• _Data for this task_:
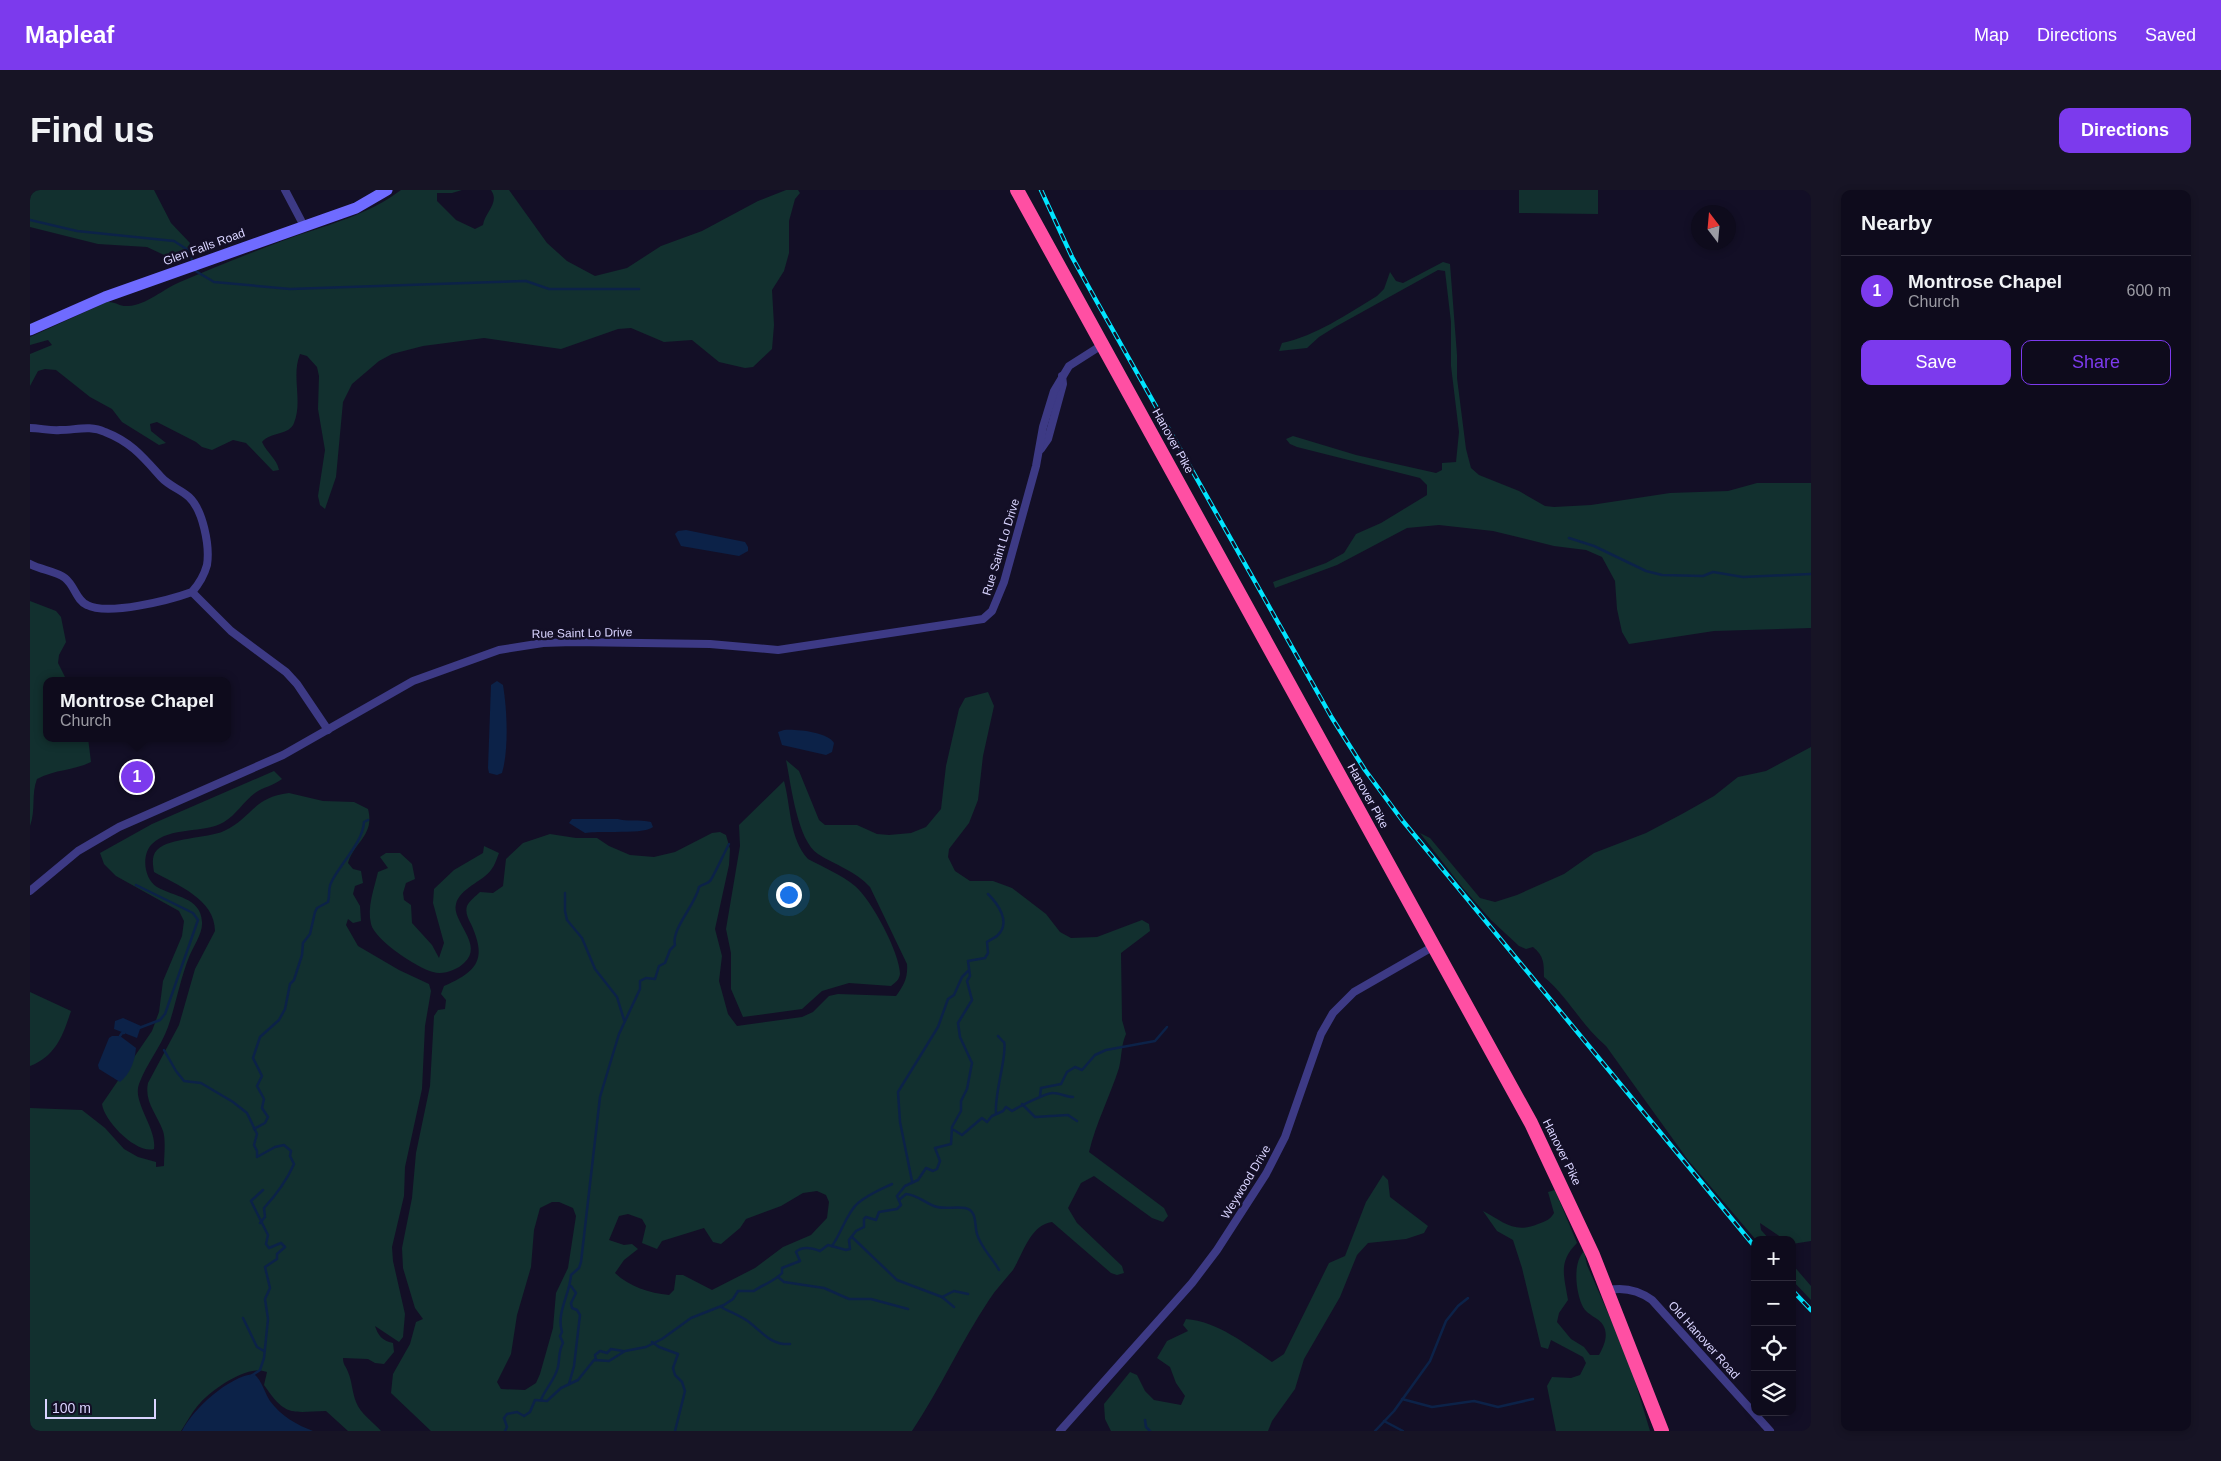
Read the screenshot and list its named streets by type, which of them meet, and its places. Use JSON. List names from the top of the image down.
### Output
{
  "streets": {
    "highway": ["Hanover Pike"],
    "street": [
      "Glen Falls Road",
      "Rue Saint Lo Drive",
      "Weywood Drive",
      "Old Hanover Road"
    ]
  },
  "crossings": [
    ["Hanover Pike", "Rue Saint Lo Drive"],
    ["Hanover Pike", "Weywood Drive"],
    ["Hanover Pike", "Old Hanover Road"]
  ],
  "scale_bar": "100 m",
  "north": "top",
  "page": {
    "header": "Mapleaf",
    "nav": ["Map", "Directions", "Saved"],
    "buttons": [
      "Directions",
      ["Save", "Share"]
    ],
    "title": "Find us",
    "heading": "Nearby",
    "list": [
      {
        "mark": "1",
        "name": "Montrose Chapel",
        "note": "Church",
        "value": "600 m"
      }
    ],
    "popup": ["Montrose Chapel", "Church"],
    "pins": "1",
    "map_buttons": ["+", "−"],
    "scale": "100 m"
  }
}
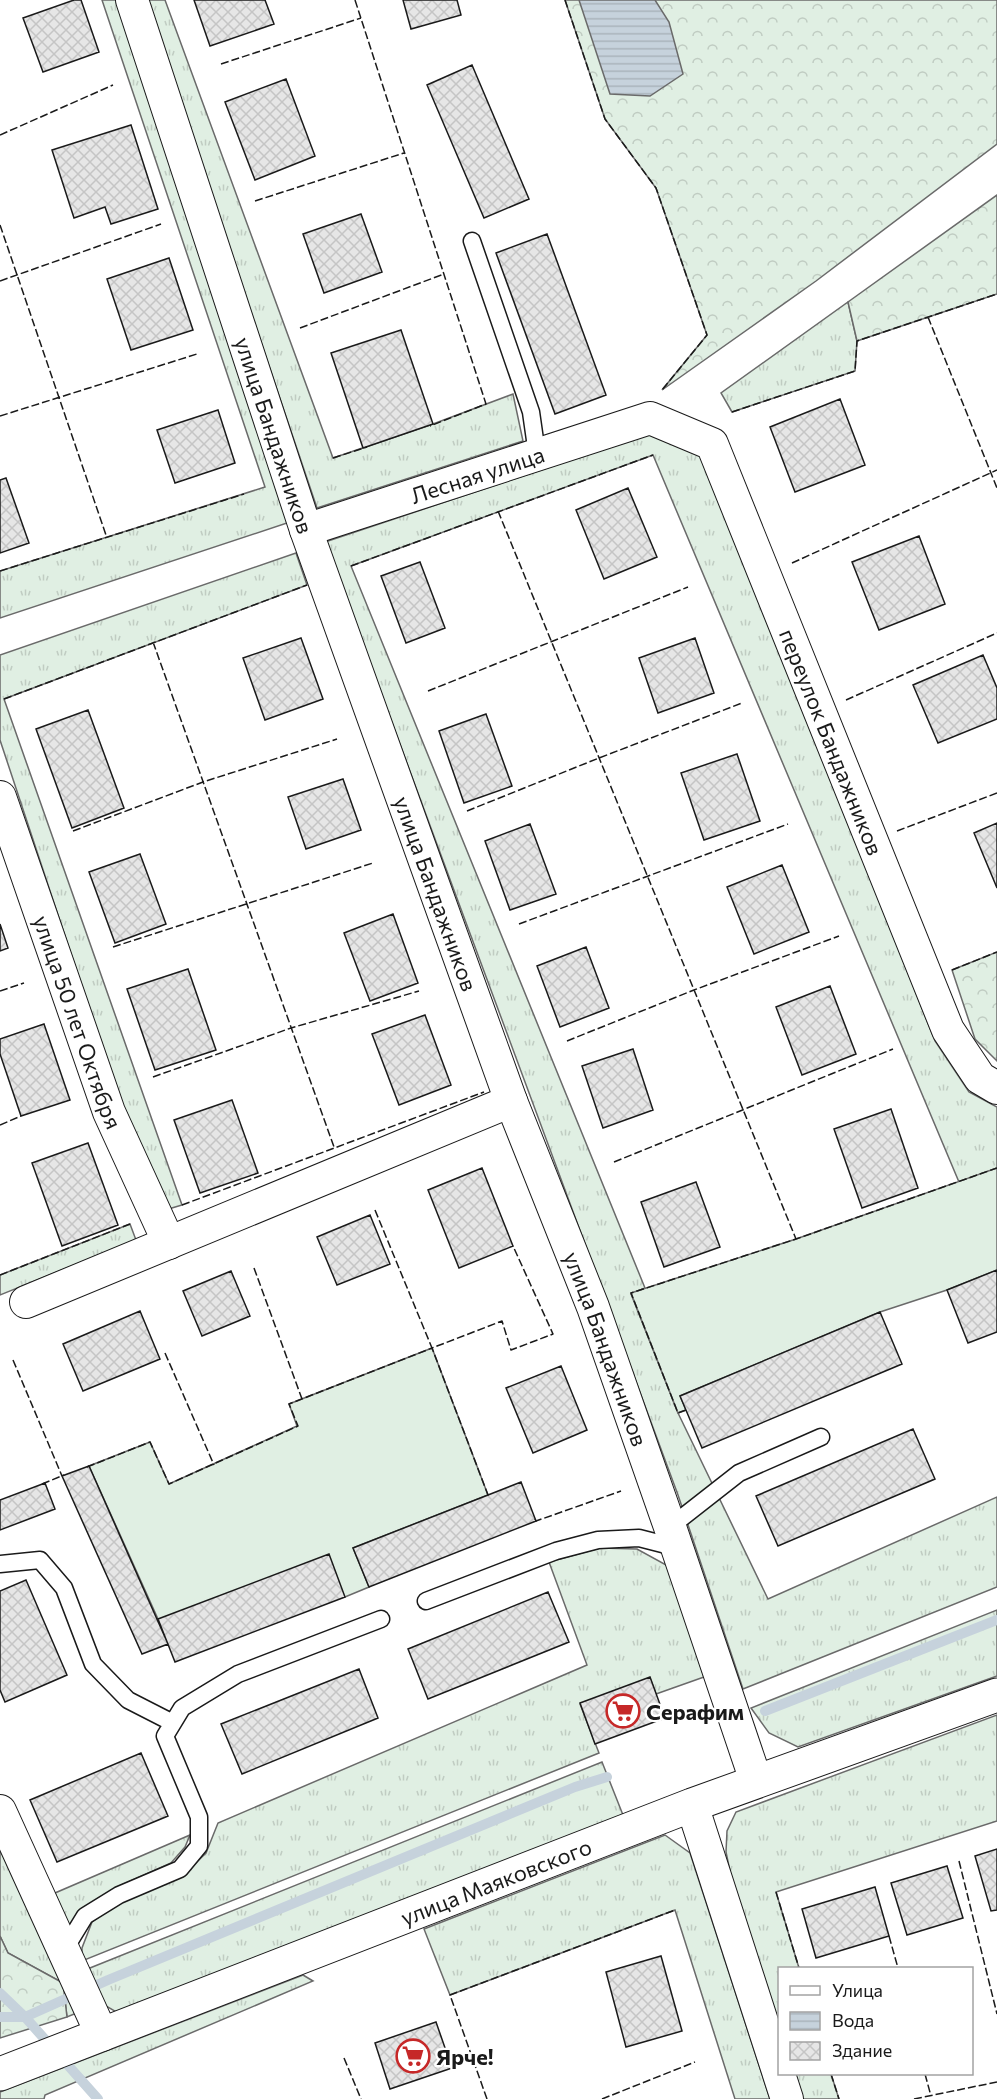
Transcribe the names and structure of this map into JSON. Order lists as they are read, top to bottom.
{
  "streets": {
    "main road": ["улица Маяковского"],
    "street": [
      "улица Бандажников",
      "Лесная улица",
      "переулок Бандажников",
      "улица 50 лет Октября"
    ]
  },
  "crossings": [
    ["улица Бандажников", "Лесная улица"],
    ["улица Бандажников", "улица Маяковского"],
    ["Лесная улица", "переулок Бандажников"]
  ],
  "places": {
    "supermarket": ["Серафим", "Ярче!"]
  },
  "legend": ["Улица", "Вода", "Здание"]
}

• _Problem to solve_:
Exact reproduction of the entries above is required, with pictures excluded.

• _Reply_:
Read the screenshot and list its named streets by type, which of them meet, and its places. Use JSON. List names from the top of the image down.
### Output
{
  "streets": {
    "highway": ["Hanover Pike"],
    "street": [
      "Glen Falls Road",
      "Rue Saint Lo Drive",
      "Weywood Drive",
      "Old Hanover Road"
    ]
  },
  "crossings": [
    ["Hanover Pike", "Rue Saint Lo Drive"],
    ["Hanover Pike", "Weywood Drive"],
    ["Hanover Pike", "Old Hanover Road"]
  ],
  "scale_bar": "100 m",
  "north": "top",
  "page": {
    "header": "Mapleaf",
    "nav": ["Map", "Directions", "Saved"],
    "buttons": [
      "Directions",
      ["Save", "Share"]
    ],
    "title": "Find us",
    "heading": "Nearby",
    "list": [
      {
        "mark": "1",
        "name": "Montrose Chapel",
        "note": "Church",
        "value": "600 m"
      }
    ],
    "popup": ["Montrose Chapel", "Church"],
    "pins": "1",
    "map_buttons": ["+", "−"],
    "scale": "100 m"
  }
}
Transcribe the names and structure of this map into JSON. Order lists as they are read, top to bottom.
{
  "streets": {
    "main road": ["улица Маяковского"],
    "street": [
      "улица Бандажников",
      "Лесная улица",
      "переулок Бандажников",
      "улица 50 лет Октября"
    ]
  },
  "crossings": [
    ["улица Бандажников", "Лесная улица"],
    ["улица Бандажников", "улица Маяковского"],
    ["Лесная улица", "переулок Бандажников"]
  ],
  "places": {
    "supermarket": ["Серафим", "Ярче!"]
  },
  "legend": ["Улица", "Вода", "Здание"]
}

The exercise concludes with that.